Top up your commercial awareness with this week’s commercial news round-up.
- Following three months of negotiations, a free trade deal between the UK and Japan is expected to be completed by next week as the UK government hopes to to finalise the deal before September, according to a Downing Street official. The deal could include a drop in tariffs on products including Japanese cars and British cheese, and an increase in access to Japanese markets for British companies.
- The government’s Eat Out to Help Out scheme, which offers customers in restaurants, pubs and cafes 50% off their meal, up to £10 per person, has been used 64 million times in the first three weeks, according to the latest Treasury figures. The scheme – effective every Monday, Tuesday and Wednesday in August – has been protecting around two million jobs. Chancellor Rishi Sunak said: "Today's figures continue to show that Brits are backing hospitality - with more than 64 million meals discounted so far, that's equivalent to nearly every person in the country dining out to protect jobs.

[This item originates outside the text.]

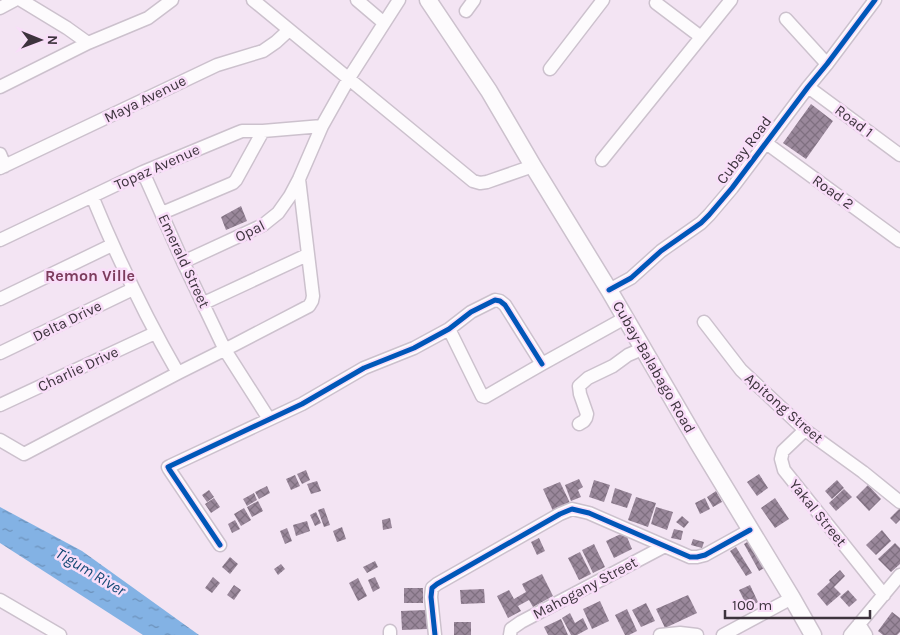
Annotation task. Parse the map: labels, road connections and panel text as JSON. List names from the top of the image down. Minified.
{"streets":{"main road":["Cubay-Balabago Road"],"street":["Maya Avenue","Road 1","Cubay Road","Topaz Avenue","Road 2","Opal","Emerald Street","Delta Drive","Charlie Drive","Apitong Street","Yakal Street","Mahogany Street"]},"crossings":[["Road 1","Cubay Road"],["Cubay Road","Road 2"],["Cubay Road","Cubay-Balabago Road"],["Topaz Avenue","Opal"],["Topaz Avenue","Emerald Street"],["Opal","Emerald Street"],["Apitong Street","Yakal Street"]],"districts":["Remon Ville"],"water":["Tigum River"],"scale_bar":"100 m","north":"right"}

"This scheme has reminded us how much we love to dine out, and in doing so, how this is helping to protect the jobs of nearly two million people who work in hospitality." Compared to last year, the number of customers in UK restaurants between Monday to Wednesday last week was 61% higher.
- As Tesco experiences “exceptional growth” in its online business, it says it will create 16,000 new permanent jobs in the UK. Britain’s biggest supermarket has revealed that most of the jobs will be filled by workers who joined temporarily at the start of the pandemic. The roles available include 10,000 pickers and 3,000 drivers, as well as a number of other roles within stores and distribution. The retail giant’s online customers have increased from around 600,000 at the start of the pandemic to 1.5 million, with online sales expected to rise to £5.5 billion, up from £3.3 billion in 2019.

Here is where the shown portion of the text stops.